Friday, April 5, 2019

Brain Enema



In a recent Op Ed ("Longing for An Internet Cleanse,"NYT, 3/28/19), David Brooks quotes from the Jewish scholar Abraham Joshua Heschel’s The Sabbath thusly, “The seventh day is a palace in time which we build. It is made of soul, of joy and reticence. In its atmosphere, a discipline is a reminder of adjacency to eternity. Indeed the splendor of the day is expressed in terms of abstentions.” Brooks’ piece is a meditation on timeless things.
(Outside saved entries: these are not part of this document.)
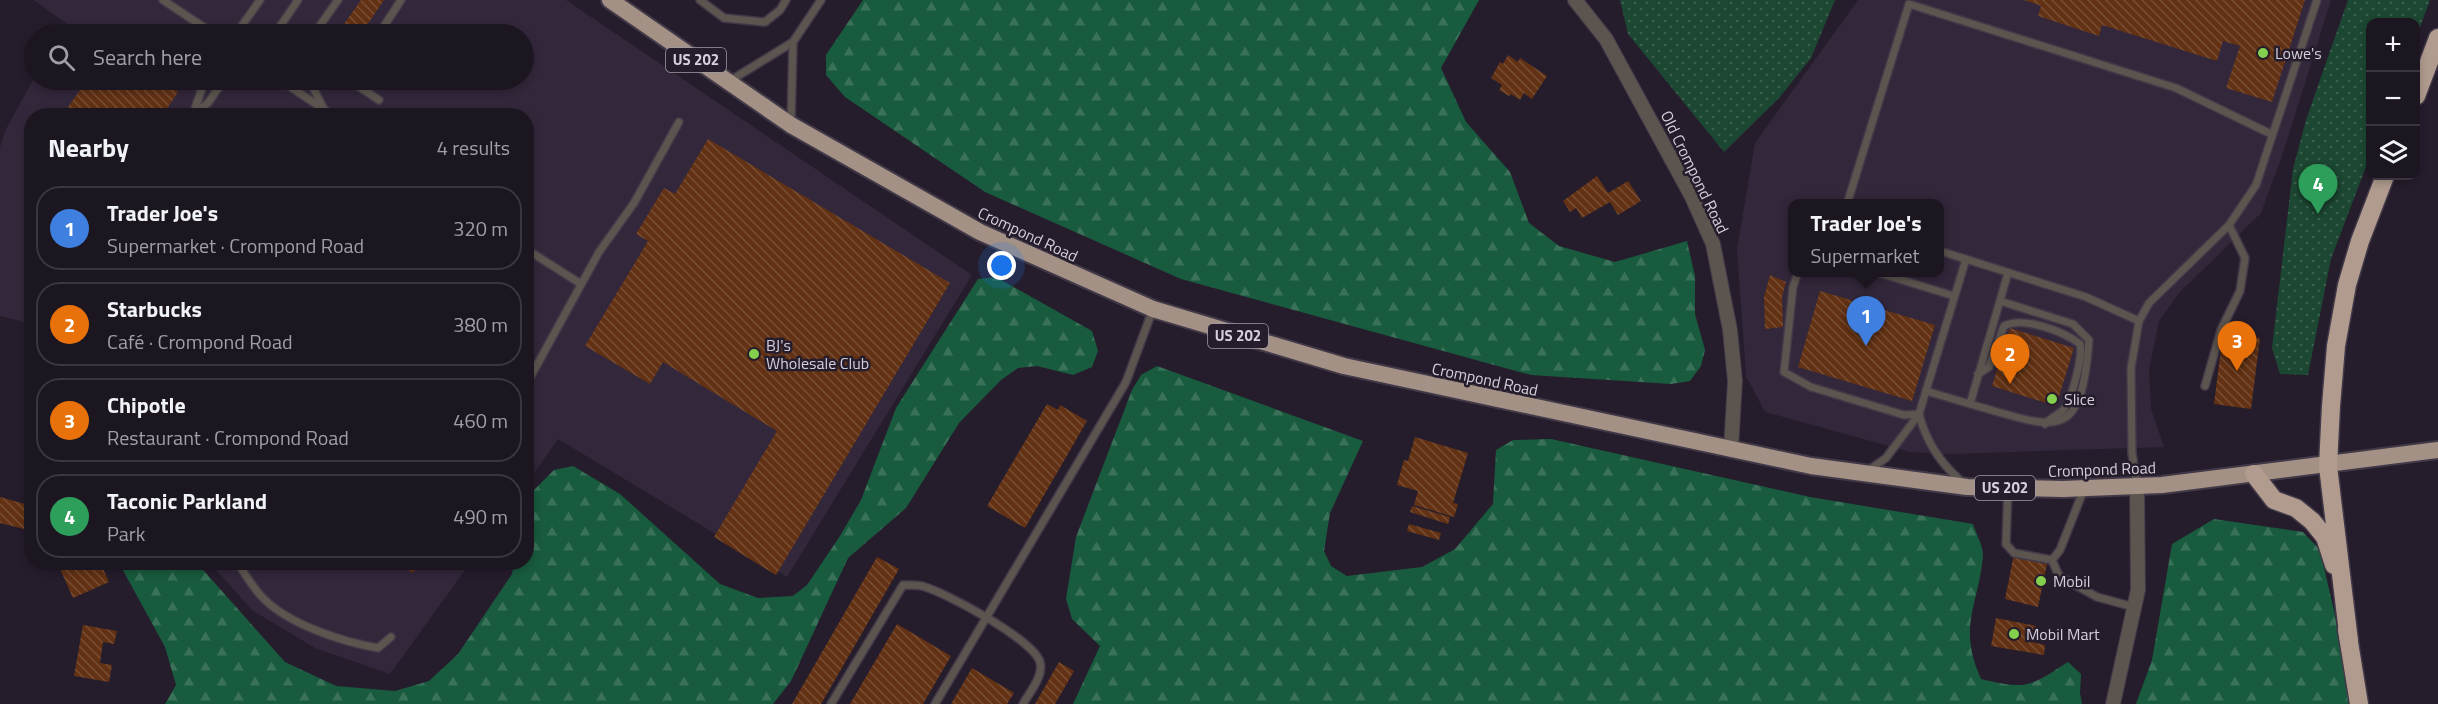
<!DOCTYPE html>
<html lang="en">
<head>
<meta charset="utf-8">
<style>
  :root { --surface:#1c1621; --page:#29232e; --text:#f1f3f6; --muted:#a09fa5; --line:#3a353f; --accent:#8c9099 }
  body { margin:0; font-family:"Titillium Web",sans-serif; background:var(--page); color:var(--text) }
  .controls { position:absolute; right:18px; top:18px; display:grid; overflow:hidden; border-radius:12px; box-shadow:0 3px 9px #0003 }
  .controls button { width:54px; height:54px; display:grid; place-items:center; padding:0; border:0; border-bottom:2px solid var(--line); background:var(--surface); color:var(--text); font:30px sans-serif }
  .you { position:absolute; left:1002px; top:266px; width:21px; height:21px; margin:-15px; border:4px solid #fff; border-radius:50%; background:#1a73e8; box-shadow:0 0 0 9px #1a73e833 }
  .badge { display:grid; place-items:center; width:39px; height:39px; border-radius:50%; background:var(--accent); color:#fff; font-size:20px; font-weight:700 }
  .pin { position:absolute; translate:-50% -50px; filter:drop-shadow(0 2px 3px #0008) }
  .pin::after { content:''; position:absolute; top:32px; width:21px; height:18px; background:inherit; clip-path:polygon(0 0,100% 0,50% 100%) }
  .popup { position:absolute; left:1788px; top:199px; width:156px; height:78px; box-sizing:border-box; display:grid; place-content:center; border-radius:12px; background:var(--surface); filter:drop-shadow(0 2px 4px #0005); font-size:20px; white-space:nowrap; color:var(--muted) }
  .popup b { font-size:22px; color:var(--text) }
  .popup::after { content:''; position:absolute; left:50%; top:100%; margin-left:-12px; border:12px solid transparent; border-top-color:var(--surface) }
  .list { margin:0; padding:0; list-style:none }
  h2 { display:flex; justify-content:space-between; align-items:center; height:78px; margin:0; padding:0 24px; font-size:26px }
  h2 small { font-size:20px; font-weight:400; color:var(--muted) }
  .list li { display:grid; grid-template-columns:39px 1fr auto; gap:18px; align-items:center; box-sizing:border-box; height:84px; margin:0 12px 12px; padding:0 12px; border:2px solid var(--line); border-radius:24px }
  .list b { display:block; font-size:22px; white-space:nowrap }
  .list p { margin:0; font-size:20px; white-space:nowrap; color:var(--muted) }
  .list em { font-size:20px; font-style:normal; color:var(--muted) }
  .icon { flex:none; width:33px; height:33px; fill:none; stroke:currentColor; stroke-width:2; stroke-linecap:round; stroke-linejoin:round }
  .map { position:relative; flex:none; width:2438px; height:704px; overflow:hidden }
  .search { position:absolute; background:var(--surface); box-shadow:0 3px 9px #0003; left:24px; top:24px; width:510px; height:66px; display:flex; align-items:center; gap:15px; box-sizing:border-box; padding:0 21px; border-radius:33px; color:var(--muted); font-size:22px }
  .panel { position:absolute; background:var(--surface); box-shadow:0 3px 9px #0003; left:24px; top:108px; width:510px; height:462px; border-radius:24px }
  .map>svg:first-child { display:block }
</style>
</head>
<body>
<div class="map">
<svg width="2438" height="704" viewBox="0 0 2438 704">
  <defs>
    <pattern id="grass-dots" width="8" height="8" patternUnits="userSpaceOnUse" patternTransform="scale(1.5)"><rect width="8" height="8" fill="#1c4732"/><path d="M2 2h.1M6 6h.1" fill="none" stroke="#3c604f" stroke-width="1.8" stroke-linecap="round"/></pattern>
    <pattern id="forest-firs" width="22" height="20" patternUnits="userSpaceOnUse" patternTransform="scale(1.5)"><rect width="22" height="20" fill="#185b3e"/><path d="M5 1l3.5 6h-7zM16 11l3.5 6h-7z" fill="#397259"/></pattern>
    <pattern id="building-back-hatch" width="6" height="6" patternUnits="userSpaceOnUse" patternTransform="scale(1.5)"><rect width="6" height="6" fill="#633113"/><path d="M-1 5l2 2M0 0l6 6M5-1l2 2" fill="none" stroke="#784e35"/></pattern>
  </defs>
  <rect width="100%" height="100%" fill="#261d2c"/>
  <g fill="#33273b" fill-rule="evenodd">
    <polygon points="34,0 566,0 972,275 787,577 558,439 527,483 526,116 32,116 31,340 28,323 0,316 0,147 5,131 34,78 524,80 524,34 61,34 67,24"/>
    <path d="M1858,0H2331L2283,153L2261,213L2178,294L2159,321L2149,370L2151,409L2164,447L1952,454L1911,452L1765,412L1746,376L1737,249L1755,143ZM1792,204H1940V272H1792Z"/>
    <polygon points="210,563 470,563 390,674 315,648 252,610"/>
  </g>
  <g fill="url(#grass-dots)">
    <polygon points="1620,0 1835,0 1811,58 1779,98 1724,152 1628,34"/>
    <polygon points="2348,0 2430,0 2416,38 2416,22 2370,22 2370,156 2331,259 2308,375 2280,374 2272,348 2293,169 2306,120"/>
  </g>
  <g fill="url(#forest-firs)">
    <polygon points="863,0 1479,0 1441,68 1466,122 1510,172 1529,223 1559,246 1615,262 1687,241 1695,276 1695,314 1705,350 1701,366 1690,381 1671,384 1531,375 1181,279 985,192 845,97 826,75 826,55"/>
    <polygon points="996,277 1092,331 1098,351 1092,367 1073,375 1037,366 1018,368 1001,380 959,423 906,508 848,558 791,681 773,704 165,704 176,685 165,647 119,563 197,563 285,662 336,686 395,691 429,681 458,654 512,574 514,563 526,562 527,497 554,470 573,466 620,494 720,584 758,598 793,596 807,585 840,536 861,500 896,408 978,279"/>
    <path d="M1157,366L1363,441L1330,513L1324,551L1331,566L1347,576L1422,567L1455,549L1493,504L1496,450L1513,440L1551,439L1810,497L1973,524C1976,533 1983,546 1983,555C1979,605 1957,626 1981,679C2028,690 2029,687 2068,662L2081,674L2080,693L2082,704H1073L1100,646L1072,619L1066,599L1076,537L1132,390L1141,375Z"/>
    <polygon points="2214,519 2303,532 2320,550 2335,615 2349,704 2136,704 2152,660 2172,544"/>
  </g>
  <g fill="url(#building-back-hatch)">
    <polygon points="361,0 384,0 361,34 337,34"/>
    <polygon points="2024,0 2305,0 2272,102 2226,88 2240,46 2223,41 2217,61 2102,25 2099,36 2038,16 2041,6"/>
    <polygon points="1508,55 1518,62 1520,58 1547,76 1532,99 1524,93 1520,100 1511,94 1509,96 1499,90 1502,85 1491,78 1500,62 1503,64"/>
    <polygon points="87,80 161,80 178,92 162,116 68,116 64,113"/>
    <polygon points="708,139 950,283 776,575 714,537 777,431 663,362 650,384 585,346 648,241 636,234 664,188 675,194"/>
    <polygon points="1597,176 1608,193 1628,181 1641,201 1618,215 1610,202 1582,218 1576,208 1570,212 1563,201"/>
    <polygon points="1770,275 1786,282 1782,297 1783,327 1765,329 1764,297"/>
    <polygon points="1820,291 1935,325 1912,401 1798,367"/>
    <polygon points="2010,328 2074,348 2056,406 1992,386"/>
    <polygon points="2223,333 2260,338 2251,409 2214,404"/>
    <polygon points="1047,404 1058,410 1060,405 1087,421 1025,528 987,506"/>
    <polygon points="1415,437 1468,453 1453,503 1458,504 1454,517 1414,505 1418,491 1397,485 1404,460 1408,461"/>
    <polygon points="0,497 32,506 28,530 0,523"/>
    <polygon points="1412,506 1450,517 1448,524 1410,512"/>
    <polygon points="1409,524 1441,533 1439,540 1407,531"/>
    <polygon points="2014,554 2043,560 2042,563 2047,564 2038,607 2005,599"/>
    <polygon points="877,557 899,569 821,704 792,704"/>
    <polygon points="57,562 82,562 85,568 100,562 109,582 73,598"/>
    <polygon points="397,562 420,562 413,573"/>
    <polygon points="1996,618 2036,626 2032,642 2045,645 2044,655 1991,646"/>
    <polygon points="897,624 951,656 923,704 850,704"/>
    <polygon points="83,625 117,631 114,644 103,642 100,663 112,665 109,682 74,676"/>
    <polygon points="1059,662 1074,671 1055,704 1035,704"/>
    <polygon points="972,668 1014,693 1007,704 951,704"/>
  </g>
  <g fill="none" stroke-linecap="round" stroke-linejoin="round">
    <defs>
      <g id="service">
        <polyline points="163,0 214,34"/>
        <polyline points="700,0 724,18 765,22 780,10 786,0"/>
        <polyline points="281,25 287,34"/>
        <polyline points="236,34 260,0"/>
        <polyline points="275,34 298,0"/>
        <polyline points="319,34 316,31 338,0"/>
        <polyline points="379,34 401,0"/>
        <polyline points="280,80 334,116"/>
        <polyline points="309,80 324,109"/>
        <polyline points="349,80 379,100"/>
        <polyline points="728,82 793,42 821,0"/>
        <polyline points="193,114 205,80"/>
        <polyline points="192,115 208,103 224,80"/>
        <polyline points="791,124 793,42"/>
        <polyline points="1847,204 1909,4 2176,88 2271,134"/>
        <polyline points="526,249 581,284"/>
        <polyline points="1940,251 2086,297 2139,321"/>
        <polyline points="1798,272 1793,287 1784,372 1811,387 1904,415 1919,414"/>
        <polyline points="1876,272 1954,296"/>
        <path d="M2000,301L2073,324L2089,340C2081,446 2056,428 1970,404L2008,273"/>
        <path d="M1978,374L1989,367L2004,326C2023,316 2063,331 2080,344C2083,357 2072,398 2064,409C2059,415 2050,418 2045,424"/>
        <polyline points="526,385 599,252 634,203 679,122"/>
        <polyline points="2205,386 2221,330 2240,291 2245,258 2229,225"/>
        <polyline points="1926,391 1970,404"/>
        <path d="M1919,414C1926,441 1940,463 1961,481"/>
        <polyline points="526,418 529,424"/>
        <polyline points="1869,470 1886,458 1919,414 1966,259"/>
        <polyline points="2137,485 2132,453 2131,368 2139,321 2149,303 2229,225 2256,185 2317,0"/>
        <polyline points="2008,488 2006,544 2014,553 2052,560"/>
        <polyline points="2052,560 2059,576 2097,597 2134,607"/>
        <polyline points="2052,560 2060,550 2084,489"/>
        <path d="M237,562C246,575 254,590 265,600C291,625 343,642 378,648L391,637"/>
        <path d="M831,704L903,585C909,585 916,585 922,586C945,592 1034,640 1040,662C1044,676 1029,693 1023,704"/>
        <polyline points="935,704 1126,382 1153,309"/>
      </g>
      <g id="minor">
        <polyline points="1575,0 1606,39 1692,197 1713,244 1730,330 1735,381 1731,449"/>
        <polyline points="2113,704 2138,590 2137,486"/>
      </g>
      <polyline id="trunk" points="610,0 791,125 980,232 1153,309 1344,366 1811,466 1967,487 2063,489 2162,485 2438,450"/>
      <g id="motorway">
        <polyline points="2416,96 2438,38"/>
        <polyline points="2254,474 2274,500 2296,508 2312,521 2325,537 2334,565"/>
        <polyline points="2347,630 2359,704"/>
        <polyline points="2349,641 2328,466 2331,406 2336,346 2347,285 2360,241 2385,176"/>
      </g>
    </defs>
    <use href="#service" stroke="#423948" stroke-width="10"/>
    <use href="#minor" stroke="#423948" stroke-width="16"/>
    <use href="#trunk" stroke="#423948" stroke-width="20"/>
    <use href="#motorway" stroke="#423948" stroke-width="21"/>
    <polyline stroke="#7c7481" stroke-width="3" stroke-dasharray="3 4.5" stroke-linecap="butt" points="1940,266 1941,266"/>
    <use href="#service" stroke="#5c544f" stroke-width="7"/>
    <use href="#minor" stroke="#5c544f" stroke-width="14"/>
    <use href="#trunk" stroke="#a49185" stroke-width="16"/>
    <use href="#motorway" stroke="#b09b8e" stroke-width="18"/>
  </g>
  <g fill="#84d04e" stroke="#261d2c" stroke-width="2">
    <circle cx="2263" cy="53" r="6"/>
    <circle cx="754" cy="354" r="6"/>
    <circle cx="2052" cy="399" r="6"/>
    <circle cx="2041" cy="581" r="6"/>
    <circle cx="2014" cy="634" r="6"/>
  </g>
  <g text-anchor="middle" stroke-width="5" stroke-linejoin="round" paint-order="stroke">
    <g fill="#261d2c" stroke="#a09aa5" stroke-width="1.5">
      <rect x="666" y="48" width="60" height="24" rx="4.5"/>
      <rect x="1208" y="324" width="60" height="24" rx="4.5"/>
      <rect x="1975" y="476" width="60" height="24" rx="4.5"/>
    </g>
    <g font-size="15" font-weight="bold" fill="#d5cfd9">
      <text x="696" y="65">US 202</text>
      <text x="1238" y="341">US 202</text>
      <text x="2005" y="493">US 202</text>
    </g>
    <g font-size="16" fill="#d5cfd9" stroke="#261d2c" text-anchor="start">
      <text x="2275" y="59">Lowe's</text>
      <text x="766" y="351">BJ's<tspan x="766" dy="18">Wholesale Club</tspan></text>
      <text x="2064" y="405">Slice</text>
      <text x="2053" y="587">Mobil</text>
      <text x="2026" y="640">Mobil Mart</text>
    </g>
    <g font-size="16" fill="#d5cfd9" stroke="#261d2c">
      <text transform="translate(1695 172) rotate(64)" y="6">Old Crompond Road</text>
      <text transform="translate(1028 234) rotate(25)" y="6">Crompond Road</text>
      <text transform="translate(1485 379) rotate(12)" y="6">Crompond Road</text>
      <text transform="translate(2102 469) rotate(-2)" y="6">Crompond Road</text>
    </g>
  </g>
</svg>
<div class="controls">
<button>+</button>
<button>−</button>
<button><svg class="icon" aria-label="layers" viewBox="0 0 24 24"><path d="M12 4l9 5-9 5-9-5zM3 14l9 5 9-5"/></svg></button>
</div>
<div class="you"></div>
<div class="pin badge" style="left:1866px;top:346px;background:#3f7fe0">1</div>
<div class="popup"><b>Trader Joe's</b>Supermarket</div>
<div class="pin badge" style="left:2010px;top:384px;background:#e8710a">2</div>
<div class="pin badge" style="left:2237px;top:371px;background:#e8710a">3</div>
<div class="pin badge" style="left:2318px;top:214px;background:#2e9e5b">4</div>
<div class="search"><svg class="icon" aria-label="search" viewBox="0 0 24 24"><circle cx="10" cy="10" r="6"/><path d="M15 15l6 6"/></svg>Search here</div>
<section class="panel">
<h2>Nearby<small>4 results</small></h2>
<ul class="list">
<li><span class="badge" style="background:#3f7fe0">1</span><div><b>Trader Joe's</b><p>Supermarket · Crompond Road</p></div><em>320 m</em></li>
<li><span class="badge" style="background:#e8710a">2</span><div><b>Starbucks</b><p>Café · Crompond Road</p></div><em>380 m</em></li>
<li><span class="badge" style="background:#e8710a">3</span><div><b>Chipotle</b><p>Restaurant · Crompond Road</p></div><em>460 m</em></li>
<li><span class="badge" style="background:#2e9e5b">4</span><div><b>Taconic Parkland</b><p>Park</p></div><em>490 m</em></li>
</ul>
</section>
</div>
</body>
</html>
He mentions the Greek concept of Kairos time “which is not quantitative like our normal conception of time but qualitative,” 300-400 year old Japanese Kintsugi bowls and the work of the abstract artist Makoto Fujimura. But of course Keats’ “Grecian Urn” would qualify. The opening line of the poem “Thou still unravish'd bride of quietness…” is a notion that's more likely to be memorized in this age of rapid fire texting and Tweets than totally understood. In order to handle datification and the juggernaut of information that attacks the senses from social media, the average person has depend on short hand that reduces objects to flash preconceptions which are quickly encapsulated and categorized. There's no time to stop as in the chemical bath of an old-fashioned darkroom where a photo slowly and magically develops. Polaroids gave way to digital. It’s like Moore’s law. Expeditiousness is a byproduct of progress and consciousness is like philanderer who enjoys a promiscuous relationship with the parade of U.S.D.A stamped premium information.